Em particular, Neu destacou que as forças russas estão operando na Síria com "aprovação explícita do governo sírio".

O comitê descreveu o papel atual da coalizão liderada pelos EUA na crise da Síria como mais complicado, assinalando que o fornecimento de armas a combatentes no país era uma possível violação do direito internacional.

Além disso, o político afirmou que a intervenção na Síria para combater o Daesh (proibido na Rússia e em vários outros países) e outros grupos terroristas é legítima, mas somente caso a própria Síria seja "incapaz ou não estar disposta" a fazê-lo.

Como o exército sírio vem combatendo os terroristas, alguns dos quais têm recebido apoio militar de Washington, o comitê parlamentar destacou que muitos especialistas em direito internacional qualificam a intervenção dos EUA na Síria como injustificável.
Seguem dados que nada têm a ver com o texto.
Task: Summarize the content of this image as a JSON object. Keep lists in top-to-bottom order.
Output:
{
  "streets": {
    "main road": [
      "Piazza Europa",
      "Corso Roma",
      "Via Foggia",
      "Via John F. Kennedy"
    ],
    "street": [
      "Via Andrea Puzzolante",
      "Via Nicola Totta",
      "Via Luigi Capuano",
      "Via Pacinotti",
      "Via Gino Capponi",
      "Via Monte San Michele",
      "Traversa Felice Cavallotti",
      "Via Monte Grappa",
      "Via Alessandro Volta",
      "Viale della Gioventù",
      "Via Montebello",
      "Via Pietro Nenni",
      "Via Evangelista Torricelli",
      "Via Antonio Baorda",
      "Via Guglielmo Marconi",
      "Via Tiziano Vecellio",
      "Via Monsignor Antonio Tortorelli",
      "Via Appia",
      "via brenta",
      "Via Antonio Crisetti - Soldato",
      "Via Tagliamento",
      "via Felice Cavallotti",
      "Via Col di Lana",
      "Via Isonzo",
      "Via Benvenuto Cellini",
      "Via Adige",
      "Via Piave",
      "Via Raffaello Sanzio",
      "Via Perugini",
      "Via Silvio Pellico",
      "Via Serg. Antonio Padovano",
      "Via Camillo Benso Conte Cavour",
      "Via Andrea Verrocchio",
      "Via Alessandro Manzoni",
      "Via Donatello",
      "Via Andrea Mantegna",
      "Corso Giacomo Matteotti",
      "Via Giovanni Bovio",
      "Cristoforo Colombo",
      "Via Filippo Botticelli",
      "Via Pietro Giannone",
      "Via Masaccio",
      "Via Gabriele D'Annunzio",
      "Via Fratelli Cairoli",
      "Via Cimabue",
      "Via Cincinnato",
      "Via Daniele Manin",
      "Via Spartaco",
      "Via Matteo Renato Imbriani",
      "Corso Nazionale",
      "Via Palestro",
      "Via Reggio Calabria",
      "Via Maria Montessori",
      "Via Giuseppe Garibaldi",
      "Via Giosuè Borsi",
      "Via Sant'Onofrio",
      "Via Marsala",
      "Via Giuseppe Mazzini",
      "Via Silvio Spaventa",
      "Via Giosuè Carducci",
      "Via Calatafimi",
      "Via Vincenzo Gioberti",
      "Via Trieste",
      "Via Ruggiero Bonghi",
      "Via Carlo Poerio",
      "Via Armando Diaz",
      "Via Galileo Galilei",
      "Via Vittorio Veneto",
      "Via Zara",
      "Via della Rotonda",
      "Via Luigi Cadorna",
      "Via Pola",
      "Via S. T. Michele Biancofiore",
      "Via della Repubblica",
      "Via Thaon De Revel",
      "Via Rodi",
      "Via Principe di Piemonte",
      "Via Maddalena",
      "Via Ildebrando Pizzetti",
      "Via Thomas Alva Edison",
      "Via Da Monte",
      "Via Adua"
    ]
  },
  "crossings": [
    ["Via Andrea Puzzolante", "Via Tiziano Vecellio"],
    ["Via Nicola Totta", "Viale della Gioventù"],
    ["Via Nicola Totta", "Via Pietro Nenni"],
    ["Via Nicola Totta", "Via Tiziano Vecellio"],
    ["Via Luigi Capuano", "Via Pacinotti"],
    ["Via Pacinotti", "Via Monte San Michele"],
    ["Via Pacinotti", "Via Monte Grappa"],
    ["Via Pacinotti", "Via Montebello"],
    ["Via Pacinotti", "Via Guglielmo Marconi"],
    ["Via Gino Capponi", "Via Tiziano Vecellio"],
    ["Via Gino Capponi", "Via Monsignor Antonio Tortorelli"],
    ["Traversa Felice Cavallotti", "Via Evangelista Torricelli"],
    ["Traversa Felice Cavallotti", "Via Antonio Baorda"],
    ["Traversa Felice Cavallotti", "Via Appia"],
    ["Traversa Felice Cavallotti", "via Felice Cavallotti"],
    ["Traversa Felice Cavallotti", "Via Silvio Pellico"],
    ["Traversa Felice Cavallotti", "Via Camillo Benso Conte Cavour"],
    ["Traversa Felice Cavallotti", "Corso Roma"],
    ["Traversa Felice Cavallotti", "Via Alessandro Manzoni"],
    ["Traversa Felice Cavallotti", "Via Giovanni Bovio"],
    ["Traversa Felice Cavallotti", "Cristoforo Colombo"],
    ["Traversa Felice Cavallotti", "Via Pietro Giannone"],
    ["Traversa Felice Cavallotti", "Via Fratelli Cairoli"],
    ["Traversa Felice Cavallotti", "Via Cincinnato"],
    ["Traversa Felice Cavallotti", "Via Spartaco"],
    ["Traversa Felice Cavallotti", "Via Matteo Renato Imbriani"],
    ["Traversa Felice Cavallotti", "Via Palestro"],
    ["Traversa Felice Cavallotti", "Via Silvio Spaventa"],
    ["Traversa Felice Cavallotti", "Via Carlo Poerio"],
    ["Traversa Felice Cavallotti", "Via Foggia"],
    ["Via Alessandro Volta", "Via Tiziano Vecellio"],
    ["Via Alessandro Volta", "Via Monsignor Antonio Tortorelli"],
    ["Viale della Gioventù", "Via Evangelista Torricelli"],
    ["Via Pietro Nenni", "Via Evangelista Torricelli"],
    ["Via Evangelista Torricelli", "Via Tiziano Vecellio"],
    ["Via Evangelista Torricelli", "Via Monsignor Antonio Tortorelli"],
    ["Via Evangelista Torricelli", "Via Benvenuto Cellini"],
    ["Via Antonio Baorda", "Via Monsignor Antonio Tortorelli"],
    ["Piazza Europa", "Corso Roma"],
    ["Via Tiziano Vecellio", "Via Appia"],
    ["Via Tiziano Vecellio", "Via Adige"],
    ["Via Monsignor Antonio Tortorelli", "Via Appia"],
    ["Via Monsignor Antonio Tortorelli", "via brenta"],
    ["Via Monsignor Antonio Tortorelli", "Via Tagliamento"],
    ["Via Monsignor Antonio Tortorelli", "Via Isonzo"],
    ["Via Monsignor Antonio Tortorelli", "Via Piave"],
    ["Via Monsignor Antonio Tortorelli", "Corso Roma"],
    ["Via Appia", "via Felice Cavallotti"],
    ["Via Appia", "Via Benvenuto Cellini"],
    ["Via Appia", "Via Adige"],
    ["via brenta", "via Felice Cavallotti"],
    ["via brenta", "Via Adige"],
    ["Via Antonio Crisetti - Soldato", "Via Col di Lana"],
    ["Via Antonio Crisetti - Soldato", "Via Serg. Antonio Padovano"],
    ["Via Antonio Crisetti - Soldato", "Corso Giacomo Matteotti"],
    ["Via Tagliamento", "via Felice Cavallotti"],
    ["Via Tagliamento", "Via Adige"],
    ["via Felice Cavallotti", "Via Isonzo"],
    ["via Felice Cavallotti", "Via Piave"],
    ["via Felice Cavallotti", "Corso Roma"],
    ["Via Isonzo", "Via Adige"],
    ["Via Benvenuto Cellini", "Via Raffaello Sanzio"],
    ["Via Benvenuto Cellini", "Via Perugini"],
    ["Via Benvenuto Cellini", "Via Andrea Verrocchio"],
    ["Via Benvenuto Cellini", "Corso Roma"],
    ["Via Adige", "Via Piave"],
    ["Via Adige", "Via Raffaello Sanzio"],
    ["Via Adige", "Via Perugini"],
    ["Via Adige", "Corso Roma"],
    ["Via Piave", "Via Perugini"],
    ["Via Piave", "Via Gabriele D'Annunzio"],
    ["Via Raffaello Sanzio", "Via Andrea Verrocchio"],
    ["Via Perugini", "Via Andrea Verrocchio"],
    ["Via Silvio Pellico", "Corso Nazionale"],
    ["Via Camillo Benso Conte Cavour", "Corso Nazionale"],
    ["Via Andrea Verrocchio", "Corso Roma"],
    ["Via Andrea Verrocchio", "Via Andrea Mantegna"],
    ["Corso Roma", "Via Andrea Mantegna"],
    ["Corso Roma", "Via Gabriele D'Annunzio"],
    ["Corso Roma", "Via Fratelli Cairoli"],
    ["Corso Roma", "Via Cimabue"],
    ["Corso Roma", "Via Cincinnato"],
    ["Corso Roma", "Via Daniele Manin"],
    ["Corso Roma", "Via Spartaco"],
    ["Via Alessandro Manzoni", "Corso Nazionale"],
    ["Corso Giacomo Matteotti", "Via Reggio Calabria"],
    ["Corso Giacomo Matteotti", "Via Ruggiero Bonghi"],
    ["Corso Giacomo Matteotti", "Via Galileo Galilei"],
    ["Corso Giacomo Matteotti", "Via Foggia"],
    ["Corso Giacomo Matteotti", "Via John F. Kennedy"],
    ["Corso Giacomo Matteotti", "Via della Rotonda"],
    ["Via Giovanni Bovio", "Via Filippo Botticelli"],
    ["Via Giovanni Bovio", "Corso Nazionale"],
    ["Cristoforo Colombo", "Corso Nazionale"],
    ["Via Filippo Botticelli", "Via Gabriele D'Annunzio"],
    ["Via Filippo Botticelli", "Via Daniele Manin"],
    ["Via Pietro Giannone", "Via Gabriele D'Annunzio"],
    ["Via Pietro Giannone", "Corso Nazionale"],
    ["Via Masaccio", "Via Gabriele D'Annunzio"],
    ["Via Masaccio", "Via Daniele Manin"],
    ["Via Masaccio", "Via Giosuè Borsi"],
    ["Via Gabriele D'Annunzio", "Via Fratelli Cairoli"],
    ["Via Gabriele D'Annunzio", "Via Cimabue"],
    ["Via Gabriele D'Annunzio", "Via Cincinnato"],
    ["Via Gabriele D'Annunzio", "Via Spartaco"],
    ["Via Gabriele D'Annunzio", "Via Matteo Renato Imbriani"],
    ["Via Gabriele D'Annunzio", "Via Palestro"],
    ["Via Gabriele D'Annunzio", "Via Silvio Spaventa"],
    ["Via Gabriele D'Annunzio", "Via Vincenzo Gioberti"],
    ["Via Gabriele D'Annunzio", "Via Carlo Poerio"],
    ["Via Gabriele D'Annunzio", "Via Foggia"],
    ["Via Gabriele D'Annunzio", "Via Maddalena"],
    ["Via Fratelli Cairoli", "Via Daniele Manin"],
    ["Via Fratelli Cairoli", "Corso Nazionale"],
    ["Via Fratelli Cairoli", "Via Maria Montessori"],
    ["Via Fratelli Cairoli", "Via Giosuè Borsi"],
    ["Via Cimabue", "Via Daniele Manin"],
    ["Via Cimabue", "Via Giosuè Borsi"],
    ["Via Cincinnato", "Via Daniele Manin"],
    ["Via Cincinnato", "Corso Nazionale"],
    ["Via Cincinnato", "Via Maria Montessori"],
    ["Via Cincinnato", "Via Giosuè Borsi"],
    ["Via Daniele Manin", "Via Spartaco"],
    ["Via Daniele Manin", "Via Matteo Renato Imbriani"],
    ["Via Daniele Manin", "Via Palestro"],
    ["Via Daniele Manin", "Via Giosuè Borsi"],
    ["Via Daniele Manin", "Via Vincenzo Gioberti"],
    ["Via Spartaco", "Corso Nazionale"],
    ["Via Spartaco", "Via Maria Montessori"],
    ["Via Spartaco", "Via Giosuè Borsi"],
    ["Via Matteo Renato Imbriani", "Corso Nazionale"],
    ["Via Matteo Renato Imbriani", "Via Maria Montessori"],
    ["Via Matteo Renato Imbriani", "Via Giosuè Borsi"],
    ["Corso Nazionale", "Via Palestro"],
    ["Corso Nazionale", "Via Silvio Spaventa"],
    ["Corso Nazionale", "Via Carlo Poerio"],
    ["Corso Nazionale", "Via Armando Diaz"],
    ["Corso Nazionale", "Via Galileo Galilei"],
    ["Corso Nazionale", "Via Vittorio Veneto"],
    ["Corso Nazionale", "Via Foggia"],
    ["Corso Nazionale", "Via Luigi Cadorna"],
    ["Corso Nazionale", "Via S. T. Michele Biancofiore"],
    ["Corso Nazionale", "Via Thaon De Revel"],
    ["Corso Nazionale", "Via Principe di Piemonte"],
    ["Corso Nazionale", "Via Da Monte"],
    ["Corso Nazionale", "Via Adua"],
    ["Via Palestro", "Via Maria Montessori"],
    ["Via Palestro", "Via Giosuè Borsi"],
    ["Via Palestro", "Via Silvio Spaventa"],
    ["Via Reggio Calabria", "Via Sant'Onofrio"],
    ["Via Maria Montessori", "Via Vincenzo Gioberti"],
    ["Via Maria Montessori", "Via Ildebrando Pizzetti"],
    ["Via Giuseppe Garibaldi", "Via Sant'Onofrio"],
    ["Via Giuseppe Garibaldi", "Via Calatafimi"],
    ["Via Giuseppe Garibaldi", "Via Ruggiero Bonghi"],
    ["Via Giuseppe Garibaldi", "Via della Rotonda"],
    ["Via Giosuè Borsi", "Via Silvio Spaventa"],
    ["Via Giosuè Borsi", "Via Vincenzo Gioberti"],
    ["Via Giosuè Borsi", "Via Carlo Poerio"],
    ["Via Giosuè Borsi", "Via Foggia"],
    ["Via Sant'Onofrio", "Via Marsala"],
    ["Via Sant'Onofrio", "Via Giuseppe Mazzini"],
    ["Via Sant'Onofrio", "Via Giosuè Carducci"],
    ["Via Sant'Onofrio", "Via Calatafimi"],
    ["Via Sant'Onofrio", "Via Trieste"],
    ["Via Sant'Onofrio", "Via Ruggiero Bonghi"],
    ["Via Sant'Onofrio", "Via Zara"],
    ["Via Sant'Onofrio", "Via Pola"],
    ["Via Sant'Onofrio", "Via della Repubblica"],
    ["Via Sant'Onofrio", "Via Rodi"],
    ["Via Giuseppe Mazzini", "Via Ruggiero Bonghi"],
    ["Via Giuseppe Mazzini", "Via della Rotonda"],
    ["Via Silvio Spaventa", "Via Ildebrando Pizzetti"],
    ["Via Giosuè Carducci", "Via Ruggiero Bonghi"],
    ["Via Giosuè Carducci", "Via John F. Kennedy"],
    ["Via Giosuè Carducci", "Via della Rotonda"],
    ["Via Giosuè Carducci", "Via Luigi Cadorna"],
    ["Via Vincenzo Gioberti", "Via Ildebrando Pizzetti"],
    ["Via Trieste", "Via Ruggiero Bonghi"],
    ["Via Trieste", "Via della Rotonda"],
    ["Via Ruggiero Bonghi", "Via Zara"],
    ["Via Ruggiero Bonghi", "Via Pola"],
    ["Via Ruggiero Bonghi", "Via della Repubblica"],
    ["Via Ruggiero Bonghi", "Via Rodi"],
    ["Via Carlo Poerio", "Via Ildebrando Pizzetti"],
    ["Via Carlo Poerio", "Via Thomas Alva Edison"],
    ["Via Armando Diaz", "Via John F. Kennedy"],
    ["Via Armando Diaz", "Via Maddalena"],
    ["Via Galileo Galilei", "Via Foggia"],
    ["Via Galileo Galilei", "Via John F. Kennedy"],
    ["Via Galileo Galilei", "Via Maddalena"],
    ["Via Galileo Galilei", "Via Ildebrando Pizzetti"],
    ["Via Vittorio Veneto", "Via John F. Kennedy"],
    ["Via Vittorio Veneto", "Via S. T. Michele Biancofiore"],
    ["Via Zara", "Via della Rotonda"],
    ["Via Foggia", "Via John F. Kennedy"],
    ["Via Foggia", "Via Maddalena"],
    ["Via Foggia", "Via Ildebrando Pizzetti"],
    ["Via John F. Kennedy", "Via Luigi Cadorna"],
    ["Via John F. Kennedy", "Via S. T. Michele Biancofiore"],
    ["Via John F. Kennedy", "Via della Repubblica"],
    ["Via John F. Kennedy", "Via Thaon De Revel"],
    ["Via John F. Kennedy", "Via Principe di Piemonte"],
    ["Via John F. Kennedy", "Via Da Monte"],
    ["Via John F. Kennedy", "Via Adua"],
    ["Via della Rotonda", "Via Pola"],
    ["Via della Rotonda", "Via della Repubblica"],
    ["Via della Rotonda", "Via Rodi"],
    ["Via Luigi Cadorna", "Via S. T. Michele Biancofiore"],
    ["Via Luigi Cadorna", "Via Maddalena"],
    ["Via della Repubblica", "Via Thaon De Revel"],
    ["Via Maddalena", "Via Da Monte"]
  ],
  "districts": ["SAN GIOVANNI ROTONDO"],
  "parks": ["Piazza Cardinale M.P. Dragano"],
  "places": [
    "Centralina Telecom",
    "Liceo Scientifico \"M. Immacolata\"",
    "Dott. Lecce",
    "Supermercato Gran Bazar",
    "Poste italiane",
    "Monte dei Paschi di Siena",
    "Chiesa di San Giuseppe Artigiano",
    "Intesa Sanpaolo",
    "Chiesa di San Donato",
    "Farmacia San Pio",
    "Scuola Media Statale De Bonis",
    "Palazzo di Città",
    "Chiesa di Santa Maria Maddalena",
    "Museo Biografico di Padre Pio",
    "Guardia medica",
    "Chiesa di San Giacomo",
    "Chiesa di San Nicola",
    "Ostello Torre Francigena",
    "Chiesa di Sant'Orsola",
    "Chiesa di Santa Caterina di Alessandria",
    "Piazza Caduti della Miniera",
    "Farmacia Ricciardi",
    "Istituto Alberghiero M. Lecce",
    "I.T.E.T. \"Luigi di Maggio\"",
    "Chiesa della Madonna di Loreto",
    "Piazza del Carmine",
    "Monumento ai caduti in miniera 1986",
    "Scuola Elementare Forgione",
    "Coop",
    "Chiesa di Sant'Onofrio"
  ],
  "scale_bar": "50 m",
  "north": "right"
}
Além disso, de acordo com o relatório do comitê do Bundestag, o Daesh foi em grande parte derrotado e não existe mais como uma força militar organizada na Síria, então a "lei de autodefesa da coalizão liderada pelos EUA tem sido cada vez mais difícil de justificar", e os EUA devem considerar o encerramento de sua campanha militar na Síria.

Damasco tem frequentemente condenado as ações da coalizão encabeçada por Washington no seu território, e está particularmente preocupada com a construção de bases militares norte-americanas, que o governo sírio considera como uma violação da soberania do país.

A Rússia começou a efetuar ataques aéreos contra as posições dos terroristas na Síria em setembro de 2015 a pedido do presidente sírio, Bashar Assad.